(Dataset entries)
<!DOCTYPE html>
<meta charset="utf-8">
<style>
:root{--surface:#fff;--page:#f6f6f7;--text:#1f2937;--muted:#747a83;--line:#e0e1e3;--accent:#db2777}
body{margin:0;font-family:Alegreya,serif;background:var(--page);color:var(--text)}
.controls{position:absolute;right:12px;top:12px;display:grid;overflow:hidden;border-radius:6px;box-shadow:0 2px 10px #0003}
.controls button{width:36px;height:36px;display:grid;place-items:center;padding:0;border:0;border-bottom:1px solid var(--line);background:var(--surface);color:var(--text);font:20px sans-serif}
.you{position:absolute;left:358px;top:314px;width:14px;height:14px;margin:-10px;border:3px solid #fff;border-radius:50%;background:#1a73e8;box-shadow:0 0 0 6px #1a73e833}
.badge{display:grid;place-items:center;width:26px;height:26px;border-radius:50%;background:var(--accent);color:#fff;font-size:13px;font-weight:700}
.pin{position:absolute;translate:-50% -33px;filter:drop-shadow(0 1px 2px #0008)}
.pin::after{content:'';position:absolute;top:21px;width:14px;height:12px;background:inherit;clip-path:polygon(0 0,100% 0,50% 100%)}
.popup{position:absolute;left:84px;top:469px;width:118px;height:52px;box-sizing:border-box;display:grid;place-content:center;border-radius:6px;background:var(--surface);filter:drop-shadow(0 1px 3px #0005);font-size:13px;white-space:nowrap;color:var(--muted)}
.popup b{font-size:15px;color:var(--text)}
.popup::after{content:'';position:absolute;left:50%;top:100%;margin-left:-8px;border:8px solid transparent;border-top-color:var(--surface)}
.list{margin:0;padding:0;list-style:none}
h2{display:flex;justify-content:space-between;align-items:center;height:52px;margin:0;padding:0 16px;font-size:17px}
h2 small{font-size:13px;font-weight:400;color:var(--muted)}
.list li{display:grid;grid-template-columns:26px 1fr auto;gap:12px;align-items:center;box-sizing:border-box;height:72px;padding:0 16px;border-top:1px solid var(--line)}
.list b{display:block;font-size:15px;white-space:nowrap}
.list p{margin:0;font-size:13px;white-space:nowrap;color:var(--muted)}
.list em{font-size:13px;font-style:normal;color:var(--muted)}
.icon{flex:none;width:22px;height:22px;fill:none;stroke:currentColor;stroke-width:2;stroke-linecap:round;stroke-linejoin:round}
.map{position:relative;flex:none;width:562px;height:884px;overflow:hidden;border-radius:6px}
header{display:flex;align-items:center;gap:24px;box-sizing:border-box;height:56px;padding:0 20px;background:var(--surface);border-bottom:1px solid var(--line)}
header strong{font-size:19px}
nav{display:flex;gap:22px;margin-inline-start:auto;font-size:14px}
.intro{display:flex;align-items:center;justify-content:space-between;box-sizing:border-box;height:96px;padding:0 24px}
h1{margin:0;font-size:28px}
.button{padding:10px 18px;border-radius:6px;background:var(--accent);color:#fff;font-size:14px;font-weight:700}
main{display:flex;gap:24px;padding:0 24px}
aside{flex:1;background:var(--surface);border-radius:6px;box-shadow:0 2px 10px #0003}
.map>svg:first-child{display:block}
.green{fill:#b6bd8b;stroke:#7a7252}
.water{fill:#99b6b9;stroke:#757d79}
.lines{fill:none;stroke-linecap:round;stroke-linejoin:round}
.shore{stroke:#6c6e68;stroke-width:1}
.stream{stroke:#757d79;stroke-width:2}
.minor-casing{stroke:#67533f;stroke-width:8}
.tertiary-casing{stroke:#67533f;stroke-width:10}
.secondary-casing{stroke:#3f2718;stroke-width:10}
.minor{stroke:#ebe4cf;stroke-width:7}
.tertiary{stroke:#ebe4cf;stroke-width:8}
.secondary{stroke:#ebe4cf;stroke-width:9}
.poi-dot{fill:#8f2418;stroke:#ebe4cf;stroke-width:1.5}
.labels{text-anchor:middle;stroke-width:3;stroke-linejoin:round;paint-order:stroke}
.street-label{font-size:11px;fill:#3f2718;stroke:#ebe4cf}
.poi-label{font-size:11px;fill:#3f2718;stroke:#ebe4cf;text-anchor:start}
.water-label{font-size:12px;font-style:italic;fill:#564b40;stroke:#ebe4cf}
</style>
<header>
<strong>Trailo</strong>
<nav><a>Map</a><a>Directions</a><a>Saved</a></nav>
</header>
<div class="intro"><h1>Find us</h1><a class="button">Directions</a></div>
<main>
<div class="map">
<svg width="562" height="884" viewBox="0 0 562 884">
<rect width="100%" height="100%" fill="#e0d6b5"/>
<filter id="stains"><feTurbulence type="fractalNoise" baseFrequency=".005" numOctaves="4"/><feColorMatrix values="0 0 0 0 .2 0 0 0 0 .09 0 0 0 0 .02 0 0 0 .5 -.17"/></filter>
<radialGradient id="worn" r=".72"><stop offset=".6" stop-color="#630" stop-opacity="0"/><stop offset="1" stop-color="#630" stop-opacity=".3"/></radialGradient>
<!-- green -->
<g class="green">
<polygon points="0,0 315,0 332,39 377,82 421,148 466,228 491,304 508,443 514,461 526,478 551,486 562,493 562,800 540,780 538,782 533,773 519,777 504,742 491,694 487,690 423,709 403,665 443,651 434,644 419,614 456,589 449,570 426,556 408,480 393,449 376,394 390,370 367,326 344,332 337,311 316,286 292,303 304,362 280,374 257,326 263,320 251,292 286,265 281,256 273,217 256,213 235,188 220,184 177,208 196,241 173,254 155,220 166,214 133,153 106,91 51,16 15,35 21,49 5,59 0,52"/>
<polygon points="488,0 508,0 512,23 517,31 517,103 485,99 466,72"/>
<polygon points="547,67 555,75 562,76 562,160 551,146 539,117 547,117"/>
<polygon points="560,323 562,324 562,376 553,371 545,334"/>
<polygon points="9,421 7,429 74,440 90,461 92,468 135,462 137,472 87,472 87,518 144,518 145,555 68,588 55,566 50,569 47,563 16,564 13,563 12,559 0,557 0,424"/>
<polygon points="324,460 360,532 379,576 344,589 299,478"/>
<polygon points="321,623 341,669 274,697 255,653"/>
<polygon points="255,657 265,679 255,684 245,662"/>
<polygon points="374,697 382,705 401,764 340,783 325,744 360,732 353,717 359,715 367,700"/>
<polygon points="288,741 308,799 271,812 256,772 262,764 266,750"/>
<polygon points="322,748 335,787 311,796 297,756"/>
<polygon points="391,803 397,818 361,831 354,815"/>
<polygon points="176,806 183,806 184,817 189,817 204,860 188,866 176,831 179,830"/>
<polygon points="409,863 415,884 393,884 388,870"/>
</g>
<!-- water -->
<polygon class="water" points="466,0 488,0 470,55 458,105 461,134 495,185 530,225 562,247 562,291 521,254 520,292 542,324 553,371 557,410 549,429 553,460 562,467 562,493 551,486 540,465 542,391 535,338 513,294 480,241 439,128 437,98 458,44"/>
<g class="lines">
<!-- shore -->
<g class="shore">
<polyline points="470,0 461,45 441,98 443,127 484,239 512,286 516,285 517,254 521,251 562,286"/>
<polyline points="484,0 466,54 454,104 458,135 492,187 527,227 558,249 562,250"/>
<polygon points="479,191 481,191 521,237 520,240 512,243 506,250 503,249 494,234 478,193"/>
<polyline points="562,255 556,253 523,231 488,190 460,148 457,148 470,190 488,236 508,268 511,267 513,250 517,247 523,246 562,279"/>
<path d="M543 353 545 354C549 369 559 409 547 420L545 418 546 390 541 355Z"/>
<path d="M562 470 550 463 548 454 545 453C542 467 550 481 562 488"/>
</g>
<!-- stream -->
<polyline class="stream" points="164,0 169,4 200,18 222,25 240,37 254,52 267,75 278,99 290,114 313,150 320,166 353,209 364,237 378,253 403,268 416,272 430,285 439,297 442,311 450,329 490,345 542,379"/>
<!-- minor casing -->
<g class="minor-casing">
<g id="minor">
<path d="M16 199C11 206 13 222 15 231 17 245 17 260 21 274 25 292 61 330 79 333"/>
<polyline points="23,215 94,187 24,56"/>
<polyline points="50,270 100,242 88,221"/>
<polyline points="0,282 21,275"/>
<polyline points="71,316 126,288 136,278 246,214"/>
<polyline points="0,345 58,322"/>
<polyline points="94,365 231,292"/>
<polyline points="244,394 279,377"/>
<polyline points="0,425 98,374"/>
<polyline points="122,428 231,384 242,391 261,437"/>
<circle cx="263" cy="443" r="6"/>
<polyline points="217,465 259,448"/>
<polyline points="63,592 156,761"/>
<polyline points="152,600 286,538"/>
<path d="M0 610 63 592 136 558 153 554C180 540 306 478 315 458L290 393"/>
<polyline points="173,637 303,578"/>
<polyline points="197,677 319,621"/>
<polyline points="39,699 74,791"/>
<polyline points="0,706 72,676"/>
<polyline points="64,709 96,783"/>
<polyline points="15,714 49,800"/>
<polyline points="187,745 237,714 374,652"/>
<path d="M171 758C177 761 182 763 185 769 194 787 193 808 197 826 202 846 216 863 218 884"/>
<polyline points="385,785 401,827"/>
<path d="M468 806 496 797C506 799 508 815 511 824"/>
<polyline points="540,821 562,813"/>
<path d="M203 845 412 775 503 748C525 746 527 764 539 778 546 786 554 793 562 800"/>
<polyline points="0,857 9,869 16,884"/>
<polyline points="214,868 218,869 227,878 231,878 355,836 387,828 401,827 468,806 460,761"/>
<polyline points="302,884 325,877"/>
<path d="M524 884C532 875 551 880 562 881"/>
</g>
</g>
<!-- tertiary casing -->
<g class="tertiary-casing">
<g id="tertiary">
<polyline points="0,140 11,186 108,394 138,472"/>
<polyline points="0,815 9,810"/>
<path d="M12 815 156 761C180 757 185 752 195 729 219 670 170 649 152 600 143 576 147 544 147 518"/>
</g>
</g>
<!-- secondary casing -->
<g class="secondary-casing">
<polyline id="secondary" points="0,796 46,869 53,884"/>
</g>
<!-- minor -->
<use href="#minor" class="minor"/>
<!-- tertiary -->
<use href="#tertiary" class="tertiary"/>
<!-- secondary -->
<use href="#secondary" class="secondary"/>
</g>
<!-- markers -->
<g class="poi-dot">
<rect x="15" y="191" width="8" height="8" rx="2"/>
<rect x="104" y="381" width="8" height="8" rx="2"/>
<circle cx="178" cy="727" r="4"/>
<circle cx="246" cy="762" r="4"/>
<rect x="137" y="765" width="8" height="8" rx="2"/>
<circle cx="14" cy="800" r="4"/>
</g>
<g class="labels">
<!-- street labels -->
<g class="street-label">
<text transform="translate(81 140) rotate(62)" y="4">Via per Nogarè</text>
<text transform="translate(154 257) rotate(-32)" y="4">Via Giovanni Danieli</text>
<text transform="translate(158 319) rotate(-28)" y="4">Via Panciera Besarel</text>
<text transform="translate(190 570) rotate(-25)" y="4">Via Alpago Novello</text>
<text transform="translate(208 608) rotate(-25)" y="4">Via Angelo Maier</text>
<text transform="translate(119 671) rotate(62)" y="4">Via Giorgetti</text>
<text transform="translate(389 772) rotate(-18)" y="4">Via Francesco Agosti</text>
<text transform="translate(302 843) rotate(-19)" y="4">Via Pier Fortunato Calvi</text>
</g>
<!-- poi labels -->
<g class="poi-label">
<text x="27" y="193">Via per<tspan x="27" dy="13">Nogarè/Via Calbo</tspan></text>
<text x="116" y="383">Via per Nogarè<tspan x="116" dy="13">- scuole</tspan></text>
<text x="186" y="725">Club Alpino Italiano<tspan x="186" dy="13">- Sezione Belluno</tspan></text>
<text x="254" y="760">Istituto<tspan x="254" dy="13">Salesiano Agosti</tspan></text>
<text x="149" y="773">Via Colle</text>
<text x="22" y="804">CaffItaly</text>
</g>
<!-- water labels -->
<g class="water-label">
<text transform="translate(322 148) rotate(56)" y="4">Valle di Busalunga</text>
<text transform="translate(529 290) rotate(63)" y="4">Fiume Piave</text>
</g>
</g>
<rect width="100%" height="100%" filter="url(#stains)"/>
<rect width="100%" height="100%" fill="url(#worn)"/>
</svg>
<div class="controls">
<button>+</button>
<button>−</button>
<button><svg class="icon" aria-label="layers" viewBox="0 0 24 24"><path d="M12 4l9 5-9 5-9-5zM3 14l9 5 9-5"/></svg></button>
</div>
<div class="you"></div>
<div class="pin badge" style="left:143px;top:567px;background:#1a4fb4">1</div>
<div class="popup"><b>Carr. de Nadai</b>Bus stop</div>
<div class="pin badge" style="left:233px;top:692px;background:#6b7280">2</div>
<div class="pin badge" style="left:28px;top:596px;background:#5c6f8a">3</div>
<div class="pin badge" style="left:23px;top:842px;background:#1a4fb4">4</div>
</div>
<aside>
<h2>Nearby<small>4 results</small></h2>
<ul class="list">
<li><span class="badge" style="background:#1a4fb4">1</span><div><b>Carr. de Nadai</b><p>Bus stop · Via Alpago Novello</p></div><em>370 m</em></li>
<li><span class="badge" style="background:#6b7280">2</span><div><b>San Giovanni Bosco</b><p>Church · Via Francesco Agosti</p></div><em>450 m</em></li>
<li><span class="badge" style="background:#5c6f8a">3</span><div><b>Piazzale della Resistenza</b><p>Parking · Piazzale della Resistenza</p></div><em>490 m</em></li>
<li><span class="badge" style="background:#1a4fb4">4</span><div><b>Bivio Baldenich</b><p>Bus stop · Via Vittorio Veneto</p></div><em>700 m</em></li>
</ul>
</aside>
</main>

The task —
List each line of the entries that holds the string "lines".

Solution —
.lines{fill:none;stroke-linecap:round;stroke-linejoin:round}
<g class="lines">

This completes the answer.